* Aim of the task: The records are to be reproduced verbatim.

Saved entries:

==============================

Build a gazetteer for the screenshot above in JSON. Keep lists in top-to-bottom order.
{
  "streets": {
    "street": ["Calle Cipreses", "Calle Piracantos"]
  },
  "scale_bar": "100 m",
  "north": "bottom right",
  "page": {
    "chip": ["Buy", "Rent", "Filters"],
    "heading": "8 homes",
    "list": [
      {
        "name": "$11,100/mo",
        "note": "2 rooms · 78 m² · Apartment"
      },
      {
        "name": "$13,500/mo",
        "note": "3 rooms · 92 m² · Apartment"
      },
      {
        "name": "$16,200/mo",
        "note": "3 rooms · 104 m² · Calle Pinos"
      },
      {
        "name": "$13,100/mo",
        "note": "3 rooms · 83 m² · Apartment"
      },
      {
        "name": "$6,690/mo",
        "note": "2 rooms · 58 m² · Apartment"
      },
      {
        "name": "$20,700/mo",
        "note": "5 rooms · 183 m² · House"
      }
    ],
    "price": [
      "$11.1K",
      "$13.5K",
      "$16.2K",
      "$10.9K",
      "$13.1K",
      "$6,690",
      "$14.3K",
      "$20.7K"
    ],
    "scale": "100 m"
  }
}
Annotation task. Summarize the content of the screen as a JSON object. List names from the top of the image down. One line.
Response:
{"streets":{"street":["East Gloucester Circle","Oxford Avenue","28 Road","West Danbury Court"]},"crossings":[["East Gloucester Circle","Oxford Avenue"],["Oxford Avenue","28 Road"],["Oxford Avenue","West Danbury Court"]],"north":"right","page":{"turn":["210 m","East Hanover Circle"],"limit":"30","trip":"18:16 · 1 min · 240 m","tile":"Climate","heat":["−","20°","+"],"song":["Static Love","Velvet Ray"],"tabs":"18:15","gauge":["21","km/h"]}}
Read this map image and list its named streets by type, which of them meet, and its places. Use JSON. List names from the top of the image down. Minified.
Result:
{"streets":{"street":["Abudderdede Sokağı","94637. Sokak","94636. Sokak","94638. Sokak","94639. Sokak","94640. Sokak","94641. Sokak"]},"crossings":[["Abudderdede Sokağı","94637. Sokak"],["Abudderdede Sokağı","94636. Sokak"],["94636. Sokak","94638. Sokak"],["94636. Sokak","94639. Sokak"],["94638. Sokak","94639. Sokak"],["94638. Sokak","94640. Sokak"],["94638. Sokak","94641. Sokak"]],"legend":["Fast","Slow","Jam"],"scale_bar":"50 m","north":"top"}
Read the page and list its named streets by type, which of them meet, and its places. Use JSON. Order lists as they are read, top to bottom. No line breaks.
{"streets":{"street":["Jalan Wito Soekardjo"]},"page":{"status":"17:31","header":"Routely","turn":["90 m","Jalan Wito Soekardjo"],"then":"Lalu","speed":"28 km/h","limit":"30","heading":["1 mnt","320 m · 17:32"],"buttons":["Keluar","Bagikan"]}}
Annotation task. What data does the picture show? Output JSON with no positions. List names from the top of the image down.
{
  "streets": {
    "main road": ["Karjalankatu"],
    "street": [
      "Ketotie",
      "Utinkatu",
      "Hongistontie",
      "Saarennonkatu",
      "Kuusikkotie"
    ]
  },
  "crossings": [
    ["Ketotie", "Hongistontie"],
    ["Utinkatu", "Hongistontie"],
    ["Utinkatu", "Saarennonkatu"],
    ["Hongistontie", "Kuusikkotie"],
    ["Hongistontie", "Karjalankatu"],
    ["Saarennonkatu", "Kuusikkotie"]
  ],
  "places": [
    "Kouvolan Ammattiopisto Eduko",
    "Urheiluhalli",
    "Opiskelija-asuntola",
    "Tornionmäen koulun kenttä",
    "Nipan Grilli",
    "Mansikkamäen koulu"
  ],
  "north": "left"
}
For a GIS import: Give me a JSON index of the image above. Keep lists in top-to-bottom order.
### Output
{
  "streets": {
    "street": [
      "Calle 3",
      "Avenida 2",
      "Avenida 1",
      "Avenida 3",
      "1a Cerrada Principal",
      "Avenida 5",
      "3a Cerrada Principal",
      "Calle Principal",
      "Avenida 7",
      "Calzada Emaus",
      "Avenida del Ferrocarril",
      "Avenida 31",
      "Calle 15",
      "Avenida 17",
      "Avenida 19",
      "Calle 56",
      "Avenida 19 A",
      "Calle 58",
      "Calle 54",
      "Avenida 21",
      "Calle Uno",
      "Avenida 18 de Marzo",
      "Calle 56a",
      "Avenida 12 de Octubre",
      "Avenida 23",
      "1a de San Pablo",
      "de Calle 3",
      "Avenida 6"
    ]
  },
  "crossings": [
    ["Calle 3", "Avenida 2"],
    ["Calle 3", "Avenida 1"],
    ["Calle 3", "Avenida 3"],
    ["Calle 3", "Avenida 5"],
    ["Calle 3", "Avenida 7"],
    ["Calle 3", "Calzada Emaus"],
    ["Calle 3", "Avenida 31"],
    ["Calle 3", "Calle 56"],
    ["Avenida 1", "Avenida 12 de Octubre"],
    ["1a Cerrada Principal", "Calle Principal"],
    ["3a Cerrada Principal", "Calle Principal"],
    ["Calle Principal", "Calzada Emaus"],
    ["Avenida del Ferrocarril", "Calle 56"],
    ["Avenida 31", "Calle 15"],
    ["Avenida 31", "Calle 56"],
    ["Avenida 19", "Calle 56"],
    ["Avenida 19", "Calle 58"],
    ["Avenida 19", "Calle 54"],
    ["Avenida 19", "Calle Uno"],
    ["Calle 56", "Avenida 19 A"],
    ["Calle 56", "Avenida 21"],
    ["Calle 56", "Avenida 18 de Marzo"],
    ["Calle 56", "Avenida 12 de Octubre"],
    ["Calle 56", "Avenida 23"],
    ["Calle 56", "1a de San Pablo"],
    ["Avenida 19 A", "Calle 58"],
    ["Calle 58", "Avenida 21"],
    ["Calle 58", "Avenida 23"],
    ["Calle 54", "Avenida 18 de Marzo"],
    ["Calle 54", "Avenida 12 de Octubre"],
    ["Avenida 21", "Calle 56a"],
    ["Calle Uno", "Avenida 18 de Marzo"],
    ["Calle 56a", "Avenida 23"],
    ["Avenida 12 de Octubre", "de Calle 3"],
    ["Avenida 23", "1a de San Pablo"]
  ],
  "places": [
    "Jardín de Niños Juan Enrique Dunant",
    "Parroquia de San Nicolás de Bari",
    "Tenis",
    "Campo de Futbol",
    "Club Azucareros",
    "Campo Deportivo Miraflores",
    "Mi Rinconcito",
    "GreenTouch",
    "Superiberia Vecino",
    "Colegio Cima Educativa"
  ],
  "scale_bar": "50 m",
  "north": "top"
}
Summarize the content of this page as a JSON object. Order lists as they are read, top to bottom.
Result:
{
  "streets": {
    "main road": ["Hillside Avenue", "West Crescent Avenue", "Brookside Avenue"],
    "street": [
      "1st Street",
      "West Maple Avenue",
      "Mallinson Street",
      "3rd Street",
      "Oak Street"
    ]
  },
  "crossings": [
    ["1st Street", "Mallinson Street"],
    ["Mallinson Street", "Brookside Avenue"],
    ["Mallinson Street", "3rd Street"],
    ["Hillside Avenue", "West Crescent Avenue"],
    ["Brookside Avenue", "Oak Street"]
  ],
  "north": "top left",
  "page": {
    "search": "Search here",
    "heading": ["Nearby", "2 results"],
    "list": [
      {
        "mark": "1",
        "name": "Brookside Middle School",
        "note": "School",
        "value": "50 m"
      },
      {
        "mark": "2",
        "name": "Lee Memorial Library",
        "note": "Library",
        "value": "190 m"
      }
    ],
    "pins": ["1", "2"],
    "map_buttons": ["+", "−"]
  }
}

==============================

* Reply to the task:
Build a gazetteer for the screenshot above in JSON. Keep lists in top-to-bottom order.
{
  "streets": {
    "street": ["Calle Cipreses", "Calle Piracantos"]
  },
  "scale_bar": "100 m",
  "north": "bottom right",
  "page": {
    "chip": ["Buy", "Rent", "Filters"],
    "heading": "8 homes",
    "list": [
      {
        "name": "$11,100/mo",
        "note": "2 rooms · 78 m² · Apartment"
      },
      {
        "name": "$13,500/mo",
        "note": "3 rooms · 92 m² · Apartment"
      },
      {
        "name": "$16,200/mo",
        "note": "3 rooms · 104 m² · Calle Pinos"
      },
      {
        "name": "$13,100/mo",
        "note": "3 rooms · 83 m² · Apartment"
      },
      {
        "name": "$6,690/mo",
        "note": "2 rooms · 58 m² · Apartment"
      },
      {
        "name": "$20,700/mo",
        "note": "5 rooms · 183 m² · House"
      }
    ],
    "price": [
      "$11.1K",
      "$13.5K",
      "$16.2K",
      "$10.9K",
      "$13.1K",
      "$6,690",
      "$14.3K",
      "$20.7K"
    ],
    "scale": "100 m"
  }
}
Annotation task. Summarize the content of the screen as a JSON object. List names from the top of the image down. One line.
Response:
{"streets":{"street":["East Gloucester Circle","Oxford Avenue","28 Road","West Danbury Court"]},"crossings":[["East Gloucester Circle","Oxford Avenue"],["Oxford Avenue","28 Road"],["Oxford Avenue","West Danbury Court"]],"north":"right","page":{"turn":["210 m","East Hanover Circle"],"limit":"30","trip":"18:16 · 1 min · 240 m","tile":"Climate","heat":["−","20°","+"],"song":["Static Love","Velvet Ray"],"tabs":"18:15","gauge":["21","km/h"]}}
Read this map image and list its named streets by type, which of them meet, and its places. Use JSON. List names from the top of the image down. Minified.
Result:
{"streets":{"street":["Abudderdede Sokağı","94637. Sokak","94636. Sokak","94638. Sokak","94639. Sokak","94640. Sokak","94641. Sokak"]},"crossings":[["Abudderdede Sokağı","94637. Sokak"],["Abudderdede Sokağı","94636. Sokak"],["94636. Sokak","94638. Sokak"],["94636. Sokak","94639. Sokak"],["94638. Sokak","94639. Sokak"],["94638. Sokak","94640. Sokak"],["94638. Sokak","94641. Sokak"]],"legend":["Fast","Slow","Jam"],"scale_bar":"50 m","north":"top"}
Read the page and list its named streets by type, which of them meet, and its places. Use JSON. Order lists as they are read, top to bottom. No line breaks.
{"streets":{"street":["Jalan Wito Soekardjo"]},"page":{"status":"17:31","header":"Routely","turn":["90 m","Jalan Wito Soekardjo"],"then":"Lalu","speed":"28 km/h","limit":"30","heading":["1 mnt","320 m · 17:32"],"buttons":["Keluar","Bagikan"]}}
Annotation task. What data does the picture show? Output JSON with no positions. List names from the top of the image down.
{
  "streets": {
    "main road": ["Karjalankatu"],
    "street": [
      "Ketotie",
      "Utinkatu",
      "Hongistontie",
      "Saarennonkatu",
      "Kuusikkotie"
    ]
  },
  "crossings": [
    ["Ketotie", "Hongistontie"],
    ["Utinkatu", "Hongistontie"],
    ["Utinkatu", "Saarennonkatu"],
    ["Hongistontie", "Kuusikkotie"],
    ["Hongistontie", "Karjalankatu"],
    ["Saarennonkatu", "Kuusikkotie"]
  ],
  "places": [
    "Kouvolan Ammattiopisto Eduko",
    "Urheiluhalli",
    "Opiskelija-asuntola",
    "Tornionmäen koulun kenttä",
    "Nipan Grilli",
    "Mansikkamäen koulu"
  ],
  "north": "left"
}
For a GIS import: Give me a JSON index of the image above. Keep lists in top-to-bottom order.
### Output
{
  "streets": {
    "street": [
      "Calle 3",
      "Avenida 2",
      "Avenida 1",
      "Avenida 3",
      "1a Cerrada Principal",
      "Avenida 5",
      "3a Cerrada Principal",
      "Calle Principal",
      "Avenida 7",
      "Calzada Emaus",
      "Avenida del Ferrocarril",
      "Avenida 31",
      "Calle 15",
      "Avenida 17",
      "Avenida 19",
      "Calle 56",
      "Avenida 19 A",
      "Calle 58",
      "Calle 54",
      "Avenida 21",
      "Calle Uno",
      "Avenida 18 de Marzo",
      "Calle 56a",
      "Avenida 12 de Octubre",
      "Avenida 23",
      "1a de San Pablo",
      "de Calle 3",
      "Avenida 6"
    ]
  },
  "crossings": [
    ["Calle 3", "Avenida 2"],
    ["Calle 3", "Avenida 1"],
    ["Calle 3", "Avenida 3"],
    ["Calle 3", "Avenida 5"],
    ["Calle 3", "Avenida 7"],
    ["Calle 3", "Calzada Emaus"],
    ["Calle 3", "Avenida 31"],
    ["Calle 3", "Calle 56"],
    ["Avenida 1", "Avenida 12 de Octubre"],
    ["1a Cerrada Principal", "Calle Principal"],
    ["3a Cerrada Principal", "Calle Principal"],
    ["Calle Principal", "Calzada Emaus"],
    ["Avenida del Ferrocarril", "Calle 56"],
    ["Avenida 31", "Calle 15"],
    ["Avenida 31", "Calle 56"],
    ["Avenida 19", "Calle 56"],
    ["Avenida 19", "Calle 58"],
    ["Avenida 19", "Calle 54"],
    ["Avenida 19", "Calle Uno"],
    ["Calle 56", "Avenida 19 A"],
    ["Calle 56", "Avenida 21"],
    ["Calle 56", "Avenida 18 de Marzo"],
    ["Calle 56", "Avenida 12 de Octubre"],
    ["Calle 56", "Avenida 23"],
    ["Calle 56", "1a de San Pablo"],
    ["Avenida 19 A", "Calle 58"],
    ["Calle 58", "Avenida 21"],
    ["Calle 58", "Avenida 23"],
    ["Calle 54", "Avenida 18 de Marzo"],
    ["Calle 54", "Avenida 12 de Octubre"],
    ["Avenida 21", "Calle 56a"],
    ["Calle Uno", "Avenida 18 de Marzo"],
    ["Calle 56a", "Avenida 23"],
    ["Avenida 12 de Octubre", "de Calle 3"],
    ["Avenida 23", "1a de San Pablo"]
  ],
  "places": [
    "Jardín de Niños Juan Enrique Dunant",
    "Parroquia de San Nicolás de Bari",
    "Tenis",
    "Campo de Futbol",
    "Club Azucareros",
    "Campo Deportivo Miraflores",
    "Mi Rinconcito",
    "GreenTouch",
    "Superiberia Vecino",
    "Colegio Cima Educativa"
  ],
  "scale_bar": "50 m",
  "north": "top"
}
Summarize the content of this page as a JSON object. Order lists as they are read, top to bottom.
Result:
{
  "streets": {
    "main road": ["Hillside Avenue", "West Crescent Avenue", "Brookside Avenue"],
    "street": [
      "1st Street",
      "West Maple Avenue",
      "Mallinson Street",
      "3rd Street",
      "Oak Street"
    ]
  },
  "crossings": [
    ["1st Street", "Mallinson Street"],
    ["Mallinson Street", "Brookside Avenue"],
    ["Mallinson Street", "3rd Street"],
    ["Hillside Avenue", "West Crescent Avenue"],
    ["Brookside Avenue", "Oak Street"]
  ],
  "north": "top left",
  "page": {
    "search": "Search here",
    "heading": ["Nearby", "2 results"],
    "list": [
      {
        "mark": "1",
        "name": "Brookside Middle School",
        "note": "School",
        "value": "50 m"
      },
      {
        "mark": "2",
        "name": "Lee Memorial Library",
        "note": "Library",
        "value": "190 m"
      }
    ],
    "pins": ["1", "2"],
    "map_buttons": ["+", "−"]
  }
}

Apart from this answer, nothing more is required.